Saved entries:
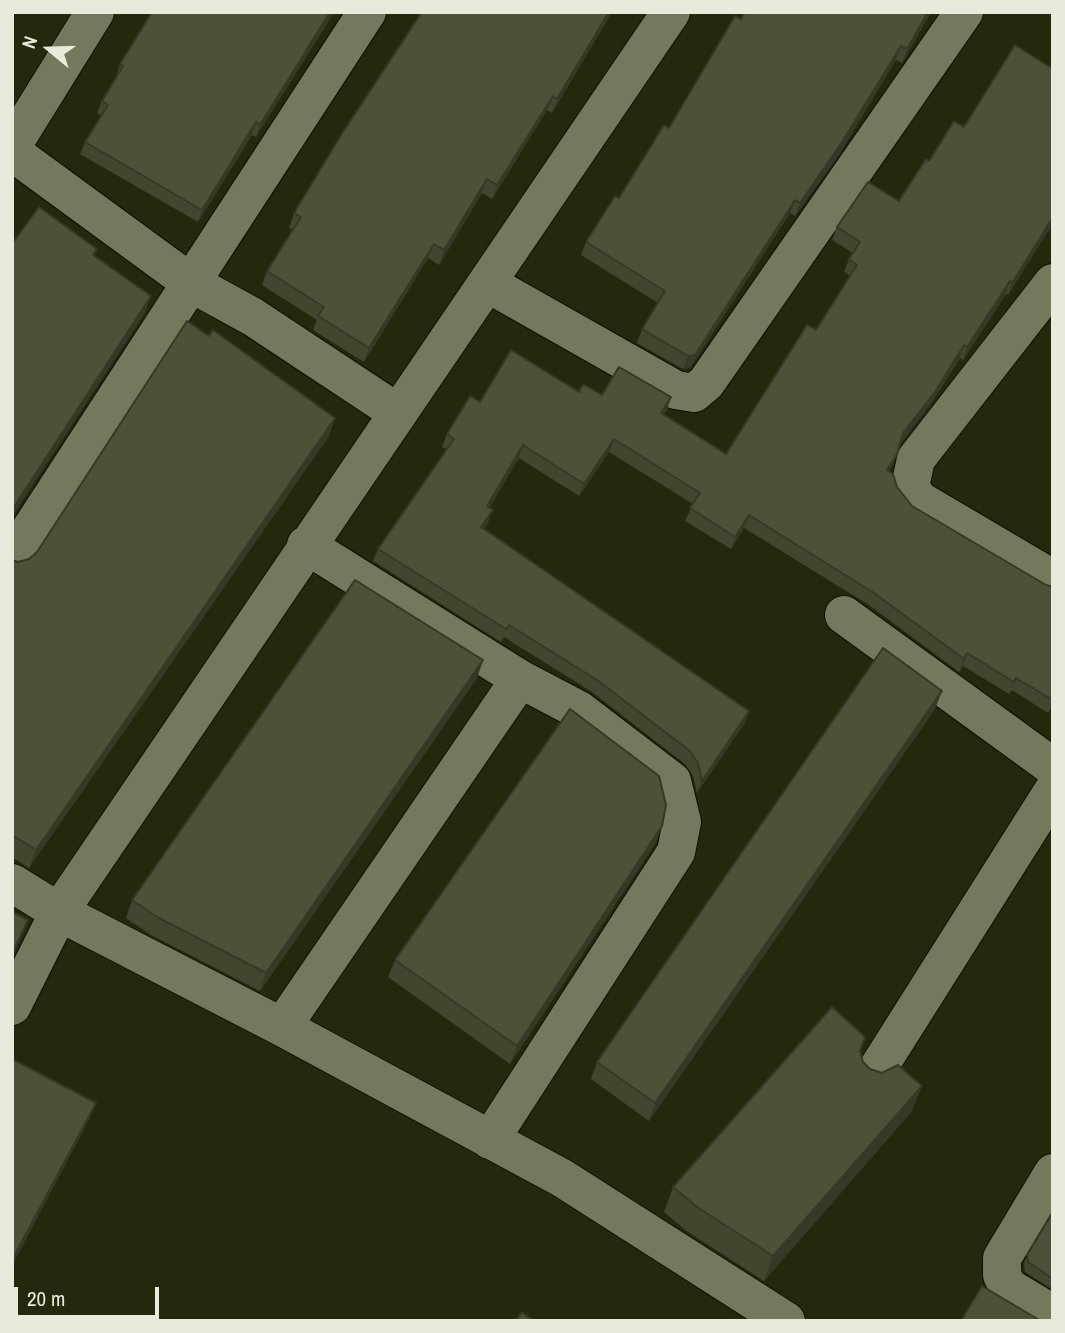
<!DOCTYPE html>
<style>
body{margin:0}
#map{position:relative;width:1065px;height:1333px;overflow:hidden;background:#24290e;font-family:"Archivo Narrow",sans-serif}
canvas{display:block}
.frame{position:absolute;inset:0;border:14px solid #e7ebdb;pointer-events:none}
.north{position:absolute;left:14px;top:14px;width:70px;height:70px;-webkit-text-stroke:5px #24290e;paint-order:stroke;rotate:289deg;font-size:19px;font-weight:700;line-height:28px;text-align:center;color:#e7ebdb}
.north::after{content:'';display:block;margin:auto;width:24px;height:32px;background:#e7ebdb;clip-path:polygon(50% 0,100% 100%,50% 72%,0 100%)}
.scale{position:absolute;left:14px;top:1287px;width:145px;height:32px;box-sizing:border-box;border:4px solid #e7ebdb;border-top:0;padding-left:9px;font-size:21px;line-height:24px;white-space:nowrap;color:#e7ebdb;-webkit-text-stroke:5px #24290e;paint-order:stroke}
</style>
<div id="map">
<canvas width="1065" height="1333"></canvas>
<div class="frame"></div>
<div class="north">N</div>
<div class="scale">20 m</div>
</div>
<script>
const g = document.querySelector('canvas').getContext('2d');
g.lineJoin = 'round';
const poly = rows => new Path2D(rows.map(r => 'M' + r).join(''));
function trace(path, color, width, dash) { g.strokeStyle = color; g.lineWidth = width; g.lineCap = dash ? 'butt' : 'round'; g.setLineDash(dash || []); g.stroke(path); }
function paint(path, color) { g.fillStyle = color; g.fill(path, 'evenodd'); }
const minor = poly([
 [12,146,95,12],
 [12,152,191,283,253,317,398,413],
 [487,283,676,390,694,393,706,383,964,12],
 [1053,283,916,459,910,487,919,500,1053,579],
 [306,545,520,679,579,710,672,781,682,822,676,852,490,1140],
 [12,558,367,12],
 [844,615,1053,767],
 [12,883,59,912,282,1027,562,1178,786,1321],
 [12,1006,59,912,671,12],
 [282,1027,520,679],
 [873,1076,1053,791],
 [1053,1173,1002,1258,1002,1275,1008,1287,1053,1314]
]);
const wall = poly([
 [334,12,256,137,252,135,198,222,80,154,85,142,101,116,97,113,102,101,116,77,120,64],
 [612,12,552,113,547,110,492,199,482,193,439,265,428,258,364,362,313,330,317,320,262,285,267,271,293,230,289,228,294,213],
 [931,12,902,63,896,60,838,156,795,216,790,213,690,368,683,369,637,343,642,329,658,303,581,255,586,242,619,198,669,128],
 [1053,69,1053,223,1008,295,1006,294,963,360,960,358,930,405,900,444,892,466,889,471,897,487,912,506,1046,585,1053,705,1048,713,1012,690,1009,694,963,666,959,672,869,605,744,528,731,549,685,521,693,504,609,452,579,496,519,458,489,507,488,523,483,529,749,711,744,724,697,793,693,776,685,764,592,692,504,637,501,642,373,561,378,549,447,449,442,447,447,434,480,402,579,392,602,395,667,410,663,415,726,454,816,330,850,276,844,272,849,259,853,253,832,240,837,227,899,201,929,161,964,127],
 [209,336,335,418,329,436,29,868,12,857,12,560,18,562,29,559,37,552],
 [483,660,477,678,260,991,151,935,126,918,132,900],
 [935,709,649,1121,591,1079,597,1062],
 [655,844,510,1064,388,977,395,960],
 [860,1051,863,1062,912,1111,764,1281,688,1232,664,1212,673,1187],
 [1053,1212,1053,1290,1025,1272,1024,1264,1027,1255]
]);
const shadedWall = poly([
 [330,12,334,12,256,137,260,125],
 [609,12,612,12,552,113,557,99],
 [928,12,931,12,902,63,907,49],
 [901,46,896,60,838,156,795,216,800,203],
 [553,96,547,110,492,199,497,185],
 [256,122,252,135,198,222,202,210],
 [487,179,482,193,439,265,444,250],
 [795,200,790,213,690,368,683,369,688,356],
 [1053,217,1053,223,1008,295,1012,283],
 [434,244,428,258,364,362,369,348],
 [1010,281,1006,294,963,360,967,347],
 [151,296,145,313,12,517,12,510],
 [964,345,960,358,930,405,899,446,903,433],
 [671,397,667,410,656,426,661,413],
 [335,418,329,436,29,868,36,850],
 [614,439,609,452,579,496,584,484],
 [523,445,519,458,483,519,487,506],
 [897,454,892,466,882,482,887,470],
 [493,510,488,523,476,540,481,527],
 [749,515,744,528,731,549,735,537],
 [967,653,963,666,959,672,964,659],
 [483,660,477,678,260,991,266,973],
 [942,691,935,709,649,1121,655,1103],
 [749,711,744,724,697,793,702,781],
 [662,826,655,844,510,1064,517,1046],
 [28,920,21,938,12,958,12,954],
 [922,1086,912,1111,764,1281,773,1256],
 [96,1103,89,1120,12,1266,12,1260]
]);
const building = poly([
 [152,12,330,12,260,125,256,122,202,210,85,142,108,105,102,101,123,66,120,64,152,12],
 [422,12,609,12,557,99,553,96,497,185,487,179,444,250,434,244,369,348,318,316,324,307,267,271,301,217,294,213,343,132,422,12],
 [745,12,928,12,907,49,901,46,842,142,800,203,795,200,695,355,688,356,642,329,665,291,586,242,615,196,619,198,664,125,669,128,735,16,741,19,745,12],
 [1015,45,1053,69,1053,217,1012,283,1010,281,967,347,964,345,935,392,903,433,897,454,887,470,893,474,897,487,912,506,1046,585,1053,587,1053,700,1016,678,1014,682,967,653,964,659,874,593,749,515,735,537,690,508,700,493,614,439,584,484,523,445,487,506,493,510,481,527,749,711,702,781,698,763,690,751,597,680,509,625,506,629,378,549,454,439,447,434,470,396,480,402,511,350,579,392,583,384,602,395,619,367,671,397,661,413,726,454,807,325,816,330,857,265,849,259,860,242,837,227,868,182,899,201,926,159,929,161,954,121,964,127,1015,45],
 [39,207,97,249,93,255,151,296,12,510,12,244,39,207],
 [187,321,209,336,213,330,335,418,36,850,12,835,12,560,18,562,29,559,37,552,187,321],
 [355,580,483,660,266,973,157,917,132,900,355,580],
 [883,648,942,691,655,1103,597,1062,883,648],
 [570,709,659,776,666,805,662,826,517,1046,395,960,570,709],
 [12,912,28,920,12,954,12,912],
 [832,1007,865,1037,860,1051,863,1062,870,1069,882,1073,898,1065,922,1086,773,1256,697,1207,673,1187,832,1007],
 [12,1059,96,1103,12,1260,12,1059],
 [1053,1212,1053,1279,1028,1262,1027,1255,1053,1212],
 [982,1286,1041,1321,961,1321,982,1286],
 [522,1312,533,1321,516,1321,522,1312]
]);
trace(minor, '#0d1100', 40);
trace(minor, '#72795c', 38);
paint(wall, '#41472f');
paint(shadedWall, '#353926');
paint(building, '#4c5237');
trace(building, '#353926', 2);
</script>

§ **TASK TO COMPLETE**
Take every line above carrying "canvas" and return it.

§ **ANSWER SPACE**
canvas{display:block}
<canvas width="1065" height="1333"></canvas>
const g = document.querySelector('canvas').getContext('2d');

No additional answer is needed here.